Lenders led a record plunge in Greek equities as the Athens Stock Exchange reopened after a five-week shutdown, with restrictions in place due to capital controls.
Piraeus Bank SA and National Bank of Greece SA sank 30 percent, the maximum allowed by the Athens bourse. The benchmark ASE Index slumped a record 22 percent to 622.6 at 11:09 a.m. in Athens.
“The situation in Greek equity markets will have to get a lot worse before it gets better,” said Luca Paolini, Pictet Asset Management’s chief strategist in London. “There are still critical risks to be resolved.”
The exchange suspension came as Greek stocks had begun enjoying some renewed optimism after losing 85 percent of their value since 2007. The ASE rebounded 17 percent from its almost three-year low in June through the suspension. That trimmed its loss to 3.5 percent this year until June 26, the last day the exchange was open.
The Greek market came to a halt in June as Prime Minister Alexis Tsipras ended bailout talks with creditors by asking voters to decide in a referendum whether to accept the terms offered in exchange for emergency loans. The nation was forced to shut banks and impose capital controls.
The stock exchange remained closed, recording its longest halt since the 1970s, even after lenders reopened on July 20 with limited services, as Greek officials worked on rules to reopen the bourse with capital controls in place.
With bank withdrawals limited, Greek traders will only be able to buy stocks, bonds, derivatives and warrants with new money such as funds transferred from abroad, cash-only deposits, money earned from the future sale of shares or from existing investment account balances held at Greek brokerages, the Finance Ministry said in a decree on Friday.
No such constraints will apply to foreign investors, provided they were already active in the market before the imposition of capital controls.
During the shutdown, investors used a U.S.-listed exchange- traded fund as a proxy for Greek stocks. The Global X FTSE Greece 20 ETF fell 17 percent from June 26 through Friday. The fund plunged a record 19 percent the first day stocks in Athens were suspended. It advanced 2.6 percent on Friday.

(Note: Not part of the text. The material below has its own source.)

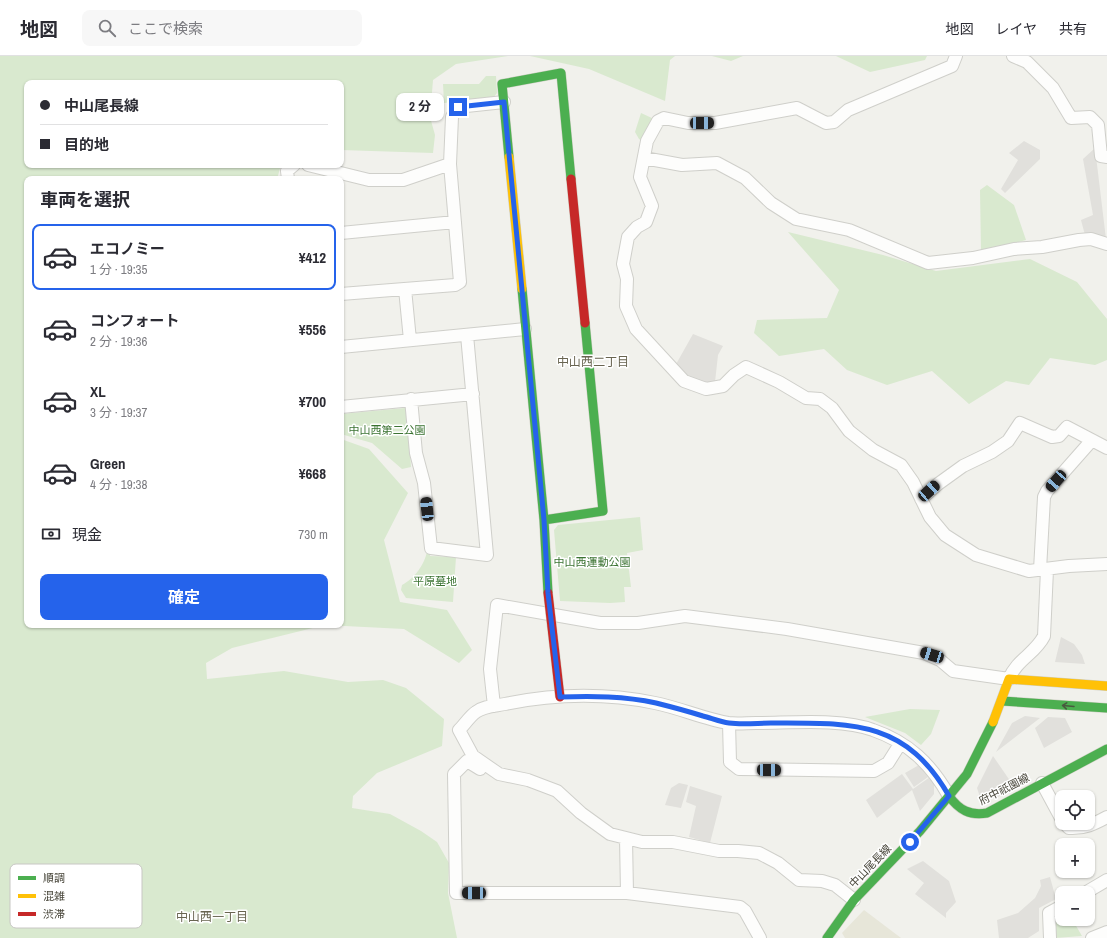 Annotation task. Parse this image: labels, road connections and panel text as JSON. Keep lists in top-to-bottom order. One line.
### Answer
{"streets":{"street":["府中祇園線","中山尾長線"]},"crossings":[["府中祇園線","中山尾長線"]],"districts":["中山西二丁目","中山西一丁目"],"parks":["中山西第二公園","中山西運動公園","平原墓地"],"legend":["順調","混雑","渋滞"],"page":{"header":"地図","search":"ここで検索","nav":["地図","レイヤ","共有"],"banner":["中山尾長線","目的地"],"bubble":"2 分","heading":"車両を選択","list":[{"name":"エコノミー","note":"1 分 · 19:35","value":"¥412"},{"name":"コンフォート","note":"2 分 · 19:36","value":"¥556"},{"name":"XL","note":"3 分 · 19:37","value":"¥700"},{"name":"Green","note":"4 分 · 19:38","value":"¥668"}],"pay":["現金","730 m"],"buttons":"確定","map_buttons":["+","−"]}} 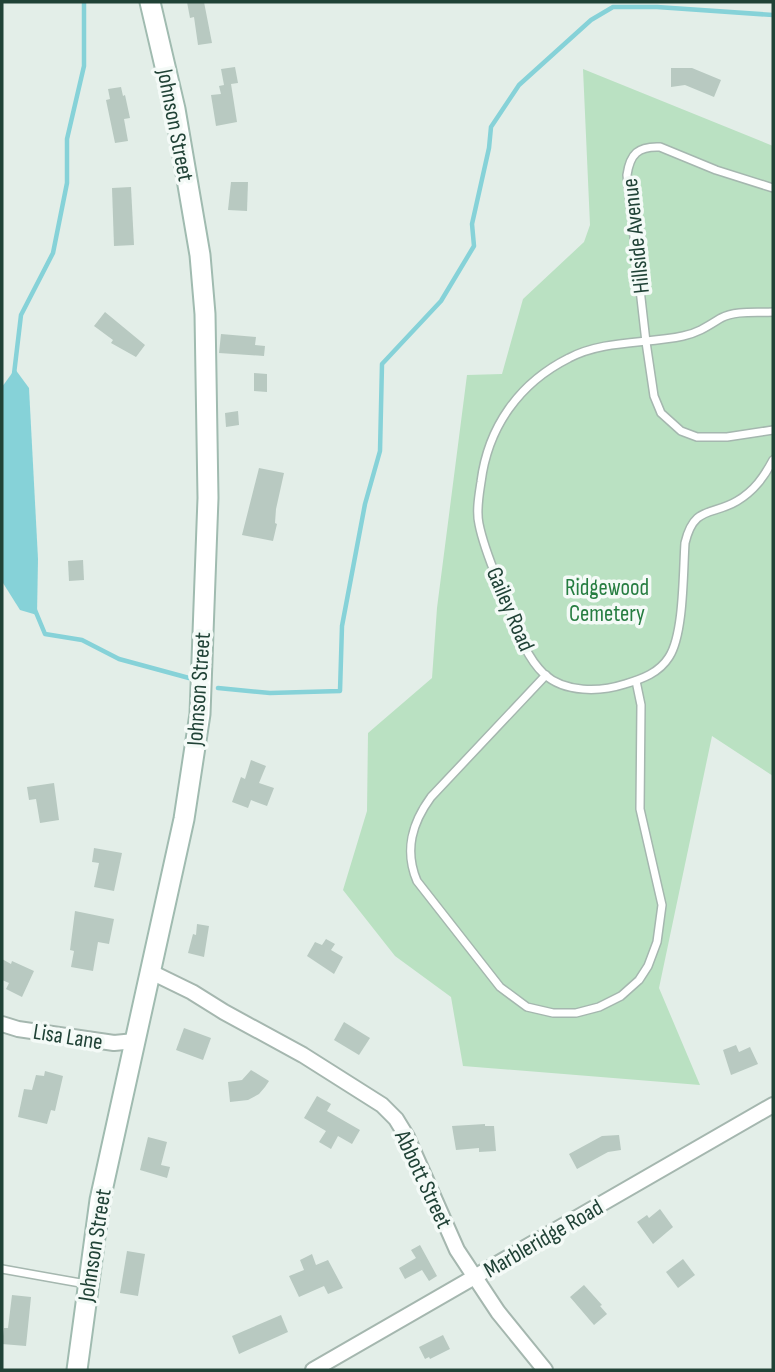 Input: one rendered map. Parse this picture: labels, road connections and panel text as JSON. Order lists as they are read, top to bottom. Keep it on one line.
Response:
{"streets":{"street":["Johnson Street","Lisa Lane","Abbott Street","Marbleridge Road"],"lane":["Hillside Avenue","Gailey Road"]},"crossings":[["Johnson Street","Lisa Lane"],["Johnson Street","Abbott Street"],["Hillside Avenue","Gailey Road"],["Abbott Street","Marbleridge Road"]],"parks":["Ridgewood Cemetery"]} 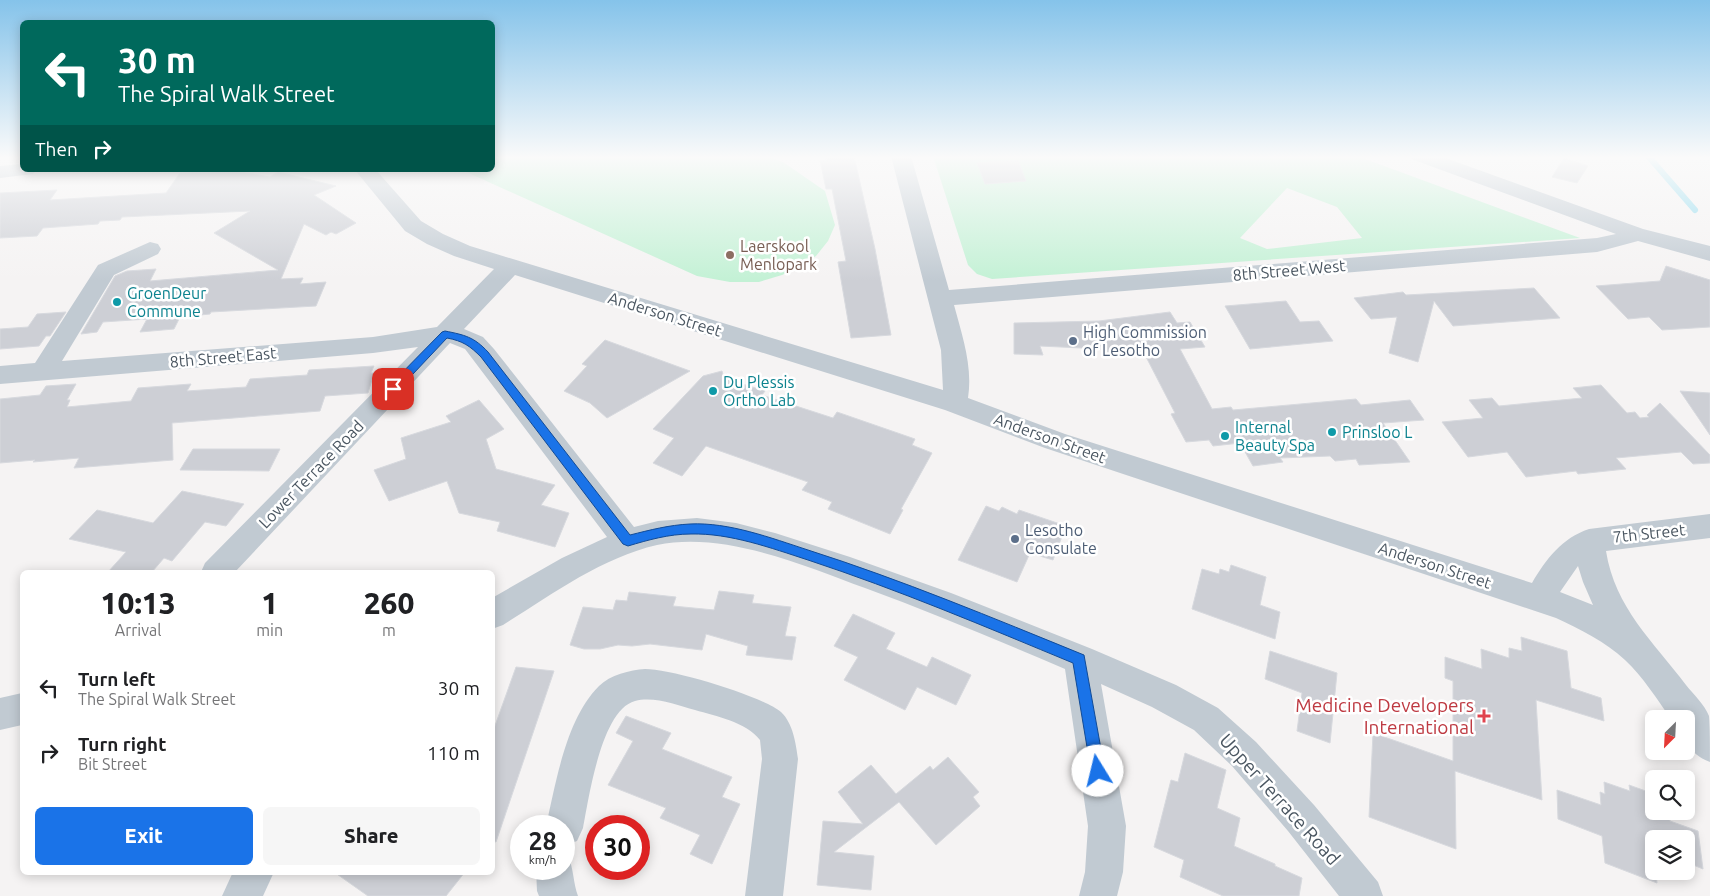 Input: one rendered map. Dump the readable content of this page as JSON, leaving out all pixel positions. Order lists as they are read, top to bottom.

Investors also kept an eye on American depositary receipts of National Bank of Greece SA, which tumbled 29 percent during the suspension.
The Greek ETF had been a popular one in 2015, with investors sending money to it every single week until the closure. In total, it gathered $281 million, heading for a record year of inflows. Its market value reached an all-time high of $367 million on June 25. Another ETF tracking Greek equities with listings in France, Germany and Italy remained halted during shutdown.
Some bond trading had been going on during the closure. BlackRock Inc., the world’s biggest money manager, bought Greek debt in the days following the nation’s agreement with its creditors, according to Michael Krautzberger, head of euro fixed income for the company in London.
Trading in Greek government debt was scant even before the closure. Data from the Bank of Greece’s electronic secondary securities market, or HDAT, showed volume across all maturities totaled 2 million euros ($2.2 million) in May, matching that of April, the least since February 2012. Trading plunged to zero in October 2011 after peaking at 136 billion euros in September 2004.
About 102,000 euros of Greek government bonds changed hands on the Luxembourg Bourse last week, according to Guy Weymeschkirch, head of markets and surveillance at the exchange. That’s similar to the volume before the bourse suspended trading at the end of June.
The ban on trading 25 Greek issuers — from government bonds to those of Alpha Bank AE and Hellenic Telecommunications Organization SA, was lifted on July 24. There was no trading last week on any non-government bonds, Weymeschkirch said.